Exercise.
In the entries that follow, count each line containing "screen" and state the total, nothing more.

Dataset content.
_ _ _ _ _
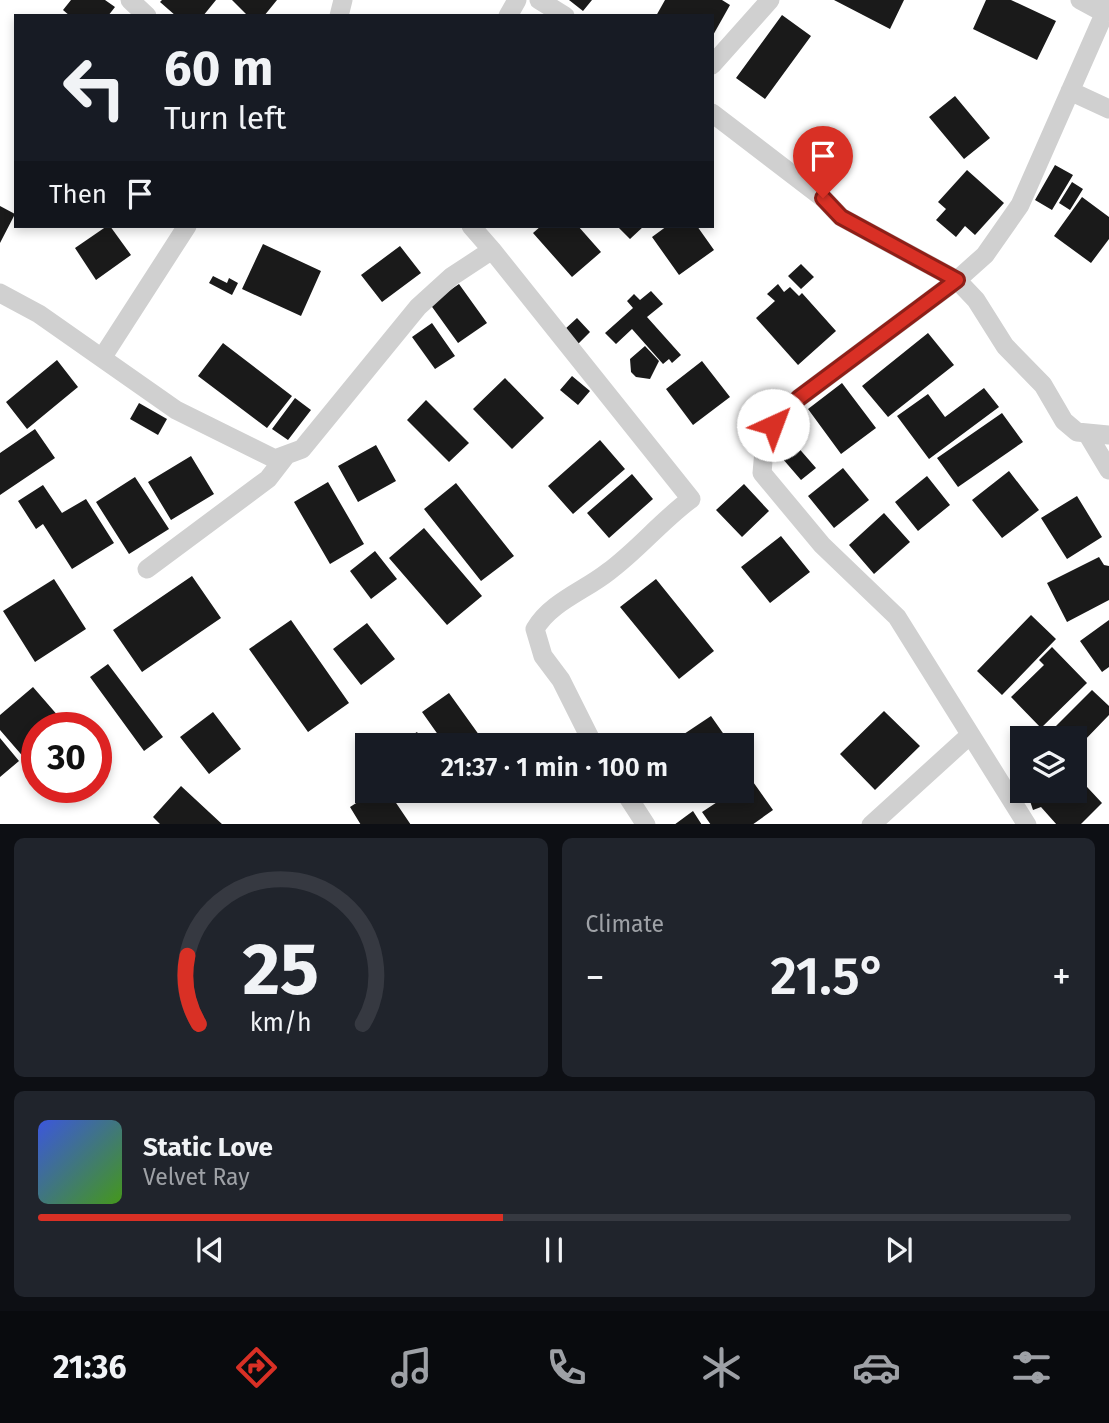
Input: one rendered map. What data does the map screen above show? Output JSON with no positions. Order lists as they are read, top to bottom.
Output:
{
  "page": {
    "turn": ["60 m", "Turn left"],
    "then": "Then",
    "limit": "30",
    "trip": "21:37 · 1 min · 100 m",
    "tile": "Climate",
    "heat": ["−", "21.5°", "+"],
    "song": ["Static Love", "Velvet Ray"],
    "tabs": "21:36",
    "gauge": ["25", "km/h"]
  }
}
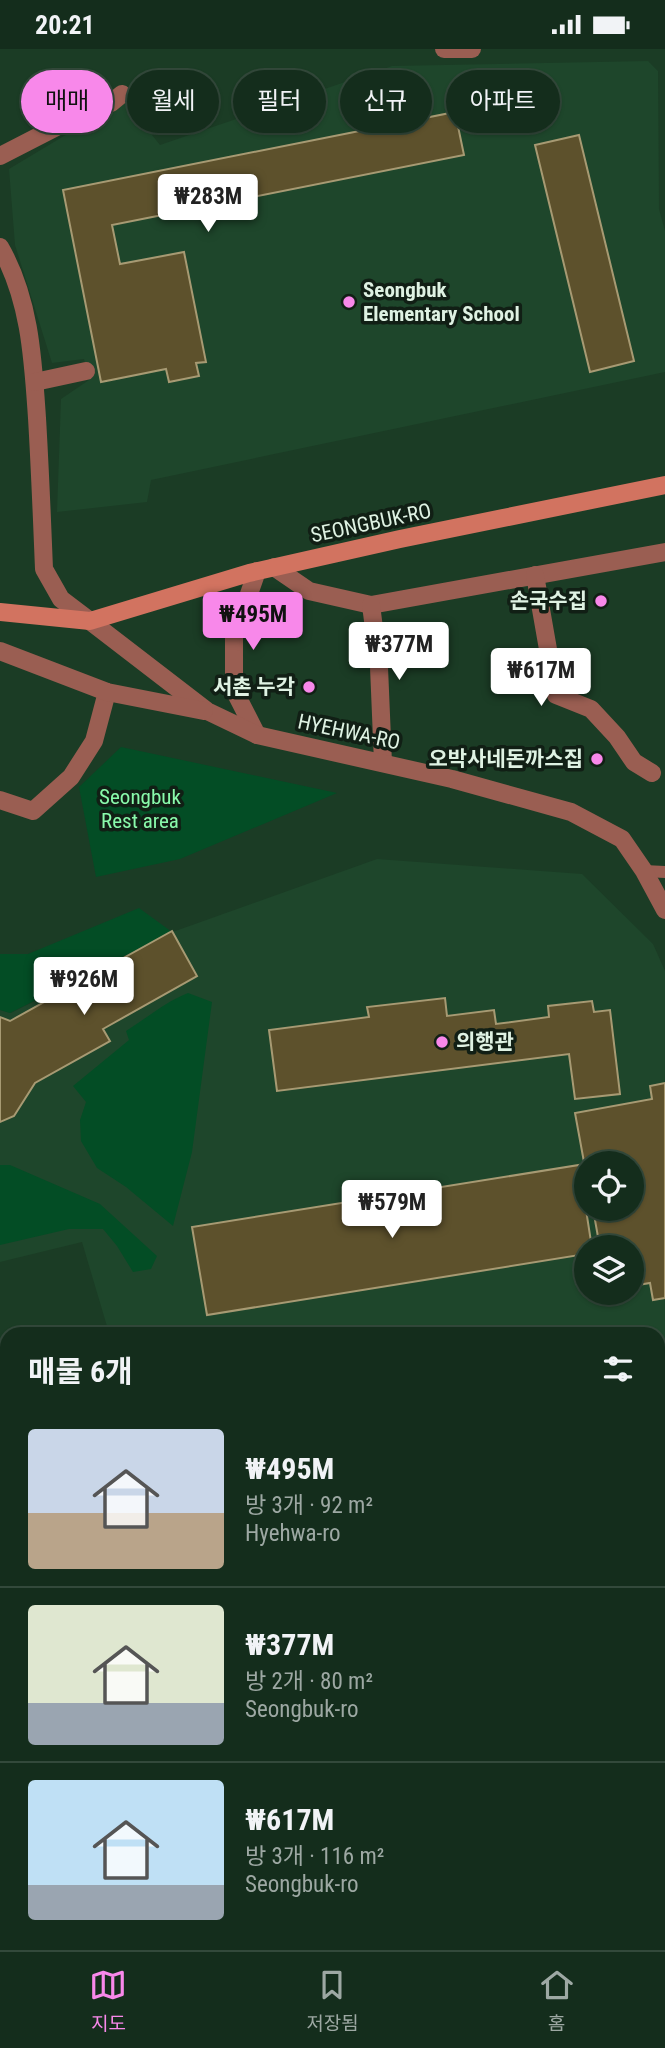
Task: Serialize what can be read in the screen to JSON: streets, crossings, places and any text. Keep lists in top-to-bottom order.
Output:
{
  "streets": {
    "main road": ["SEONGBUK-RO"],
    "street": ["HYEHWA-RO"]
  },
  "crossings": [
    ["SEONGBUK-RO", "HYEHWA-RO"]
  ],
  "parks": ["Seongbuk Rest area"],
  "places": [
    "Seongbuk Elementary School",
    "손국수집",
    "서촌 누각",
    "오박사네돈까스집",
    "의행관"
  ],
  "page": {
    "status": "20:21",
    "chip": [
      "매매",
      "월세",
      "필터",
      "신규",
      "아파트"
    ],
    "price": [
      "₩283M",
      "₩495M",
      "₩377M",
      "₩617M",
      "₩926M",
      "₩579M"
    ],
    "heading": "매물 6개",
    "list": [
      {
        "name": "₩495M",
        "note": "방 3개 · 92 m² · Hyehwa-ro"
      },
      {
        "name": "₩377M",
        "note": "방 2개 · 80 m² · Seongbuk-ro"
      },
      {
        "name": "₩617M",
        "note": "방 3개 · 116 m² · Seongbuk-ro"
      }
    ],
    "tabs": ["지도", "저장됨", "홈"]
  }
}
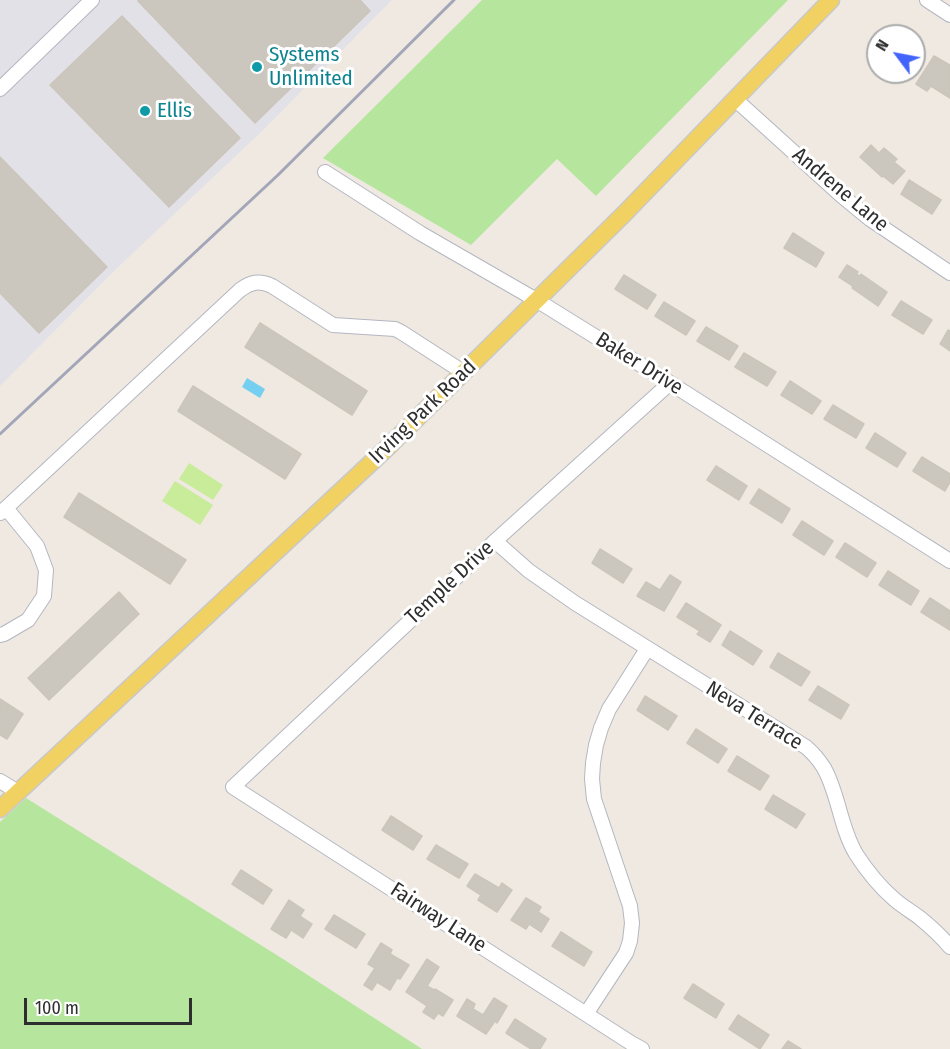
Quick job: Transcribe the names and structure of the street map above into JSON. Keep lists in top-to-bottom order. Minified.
_ _ _ _ _
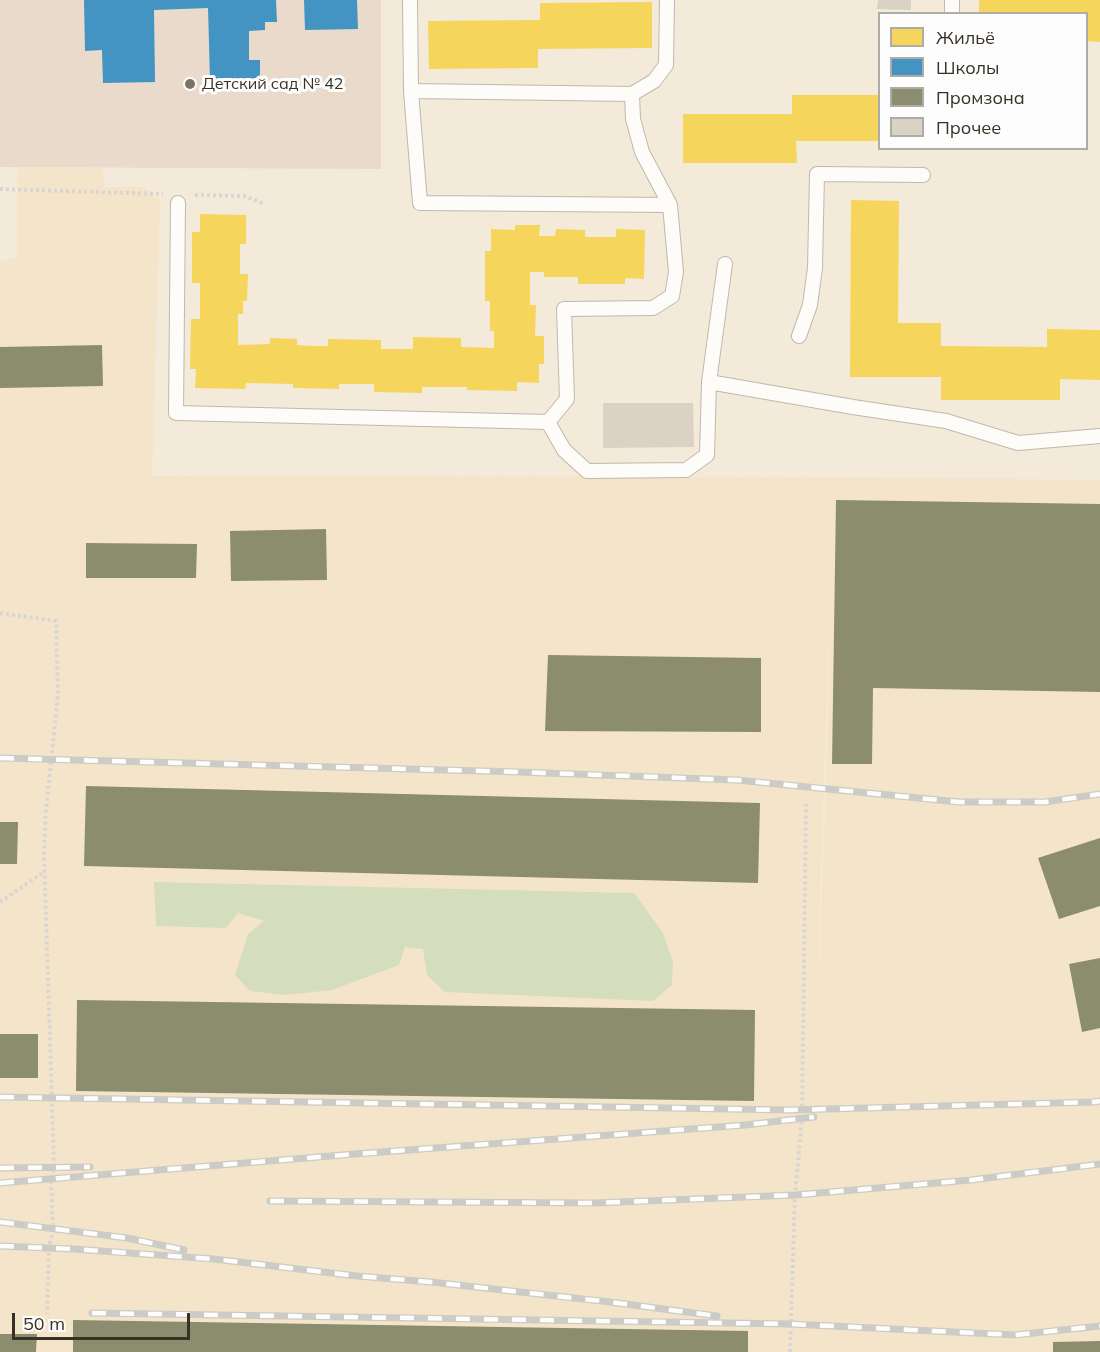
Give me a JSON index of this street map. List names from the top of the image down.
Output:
_ _ _ _ _
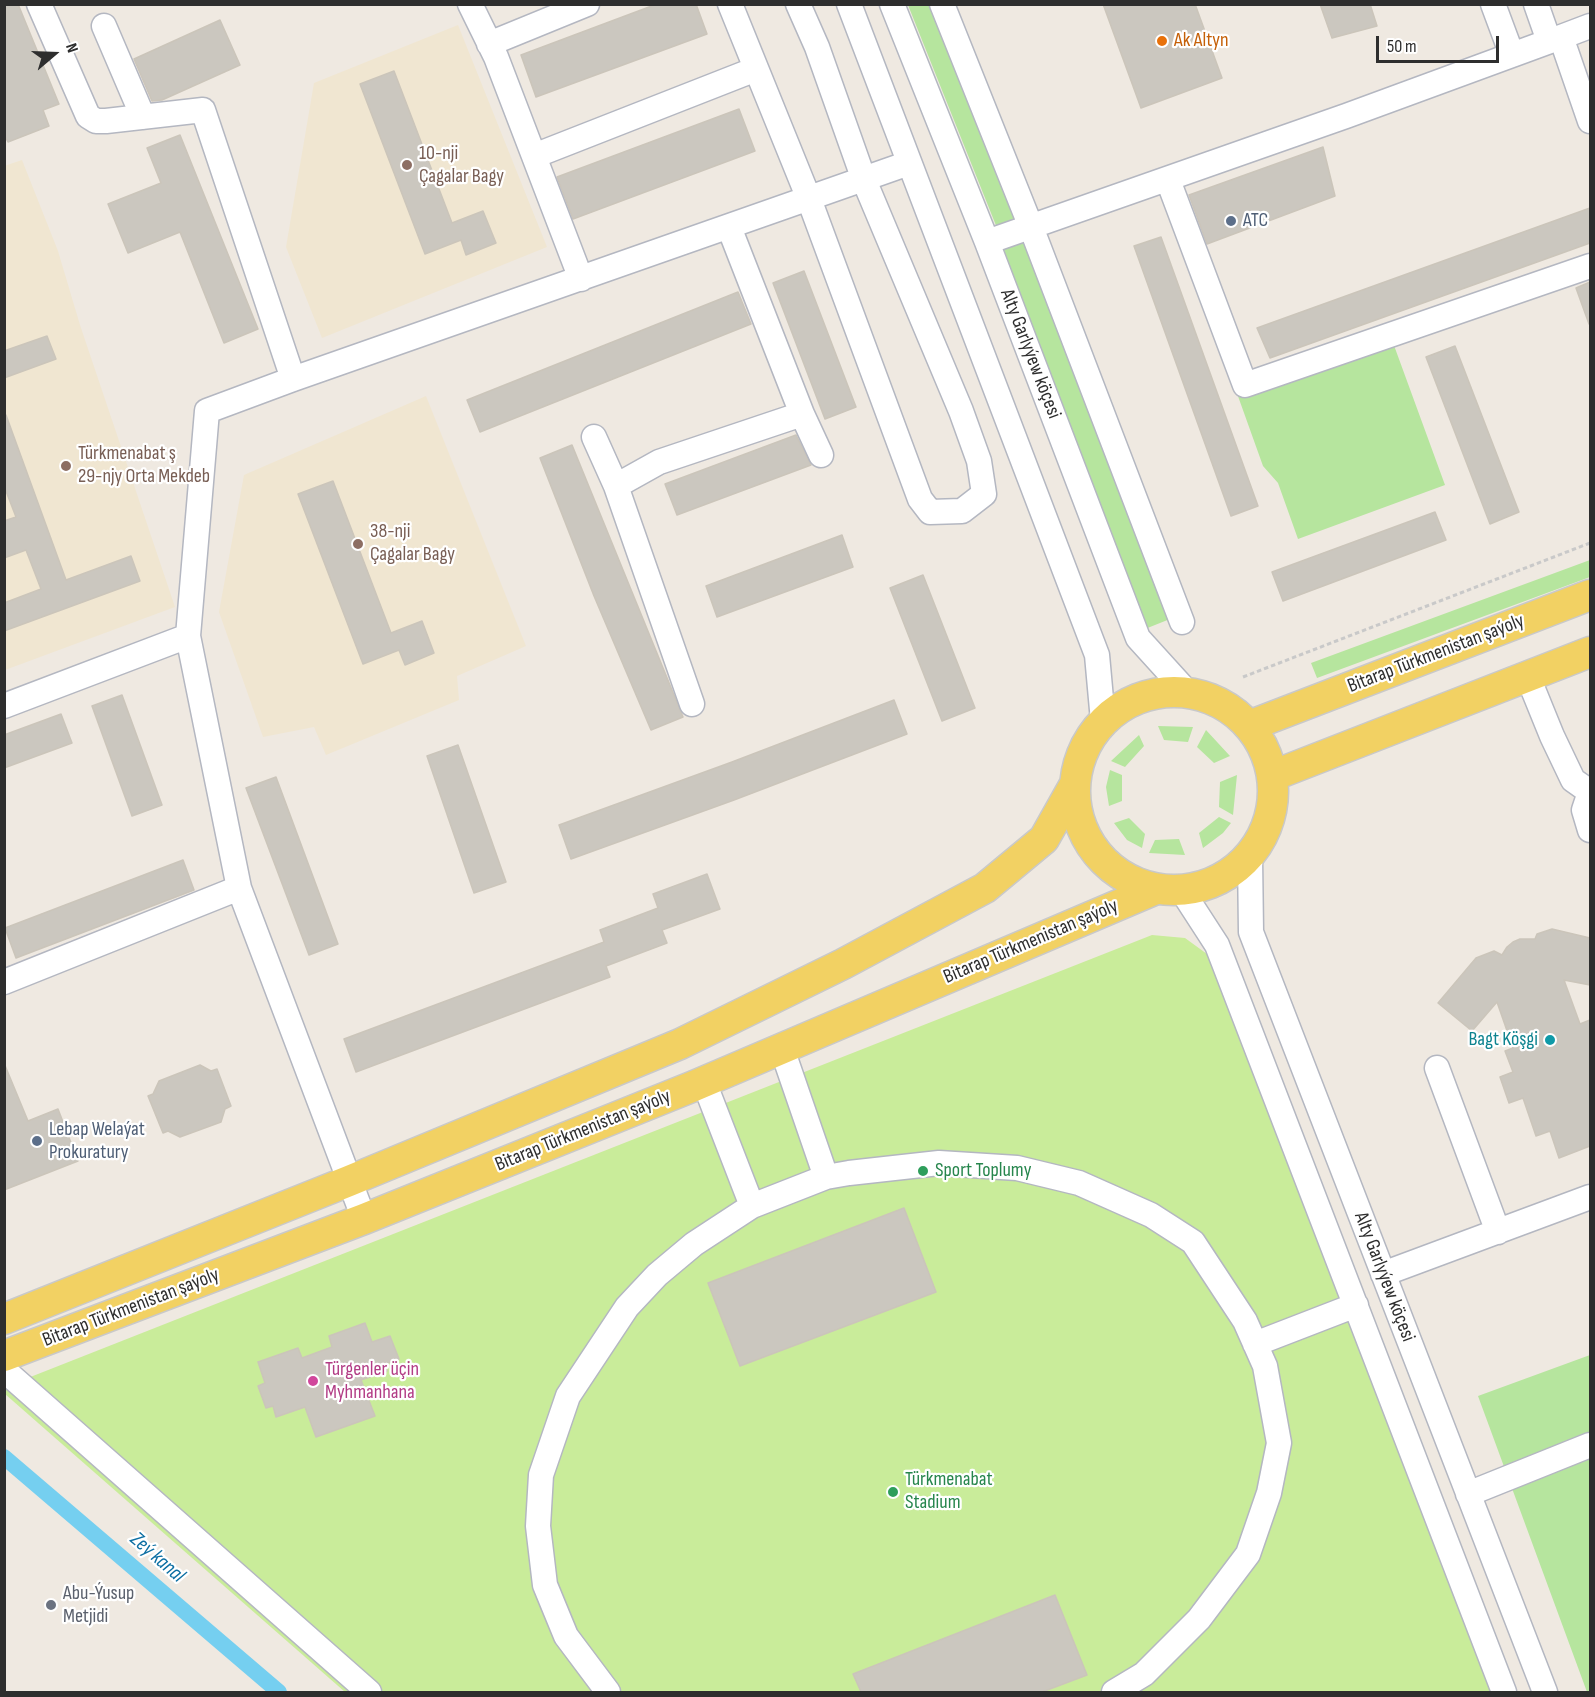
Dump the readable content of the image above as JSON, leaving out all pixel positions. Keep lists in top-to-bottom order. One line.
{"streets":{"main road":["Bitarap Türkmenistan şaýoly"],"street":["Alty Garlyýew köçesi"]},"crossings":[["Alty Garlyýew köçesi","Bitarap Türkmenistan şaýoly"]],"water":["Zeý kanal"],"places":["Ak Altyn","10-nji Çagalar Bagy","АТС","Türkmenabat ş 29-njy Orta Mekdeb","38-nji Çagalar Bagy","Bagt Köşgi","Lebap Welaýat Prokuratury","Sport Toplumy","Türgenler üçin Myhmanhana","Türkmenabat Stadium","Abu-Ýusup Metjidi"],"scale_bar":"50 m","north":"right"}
_ _ _ _ _
Reply.
2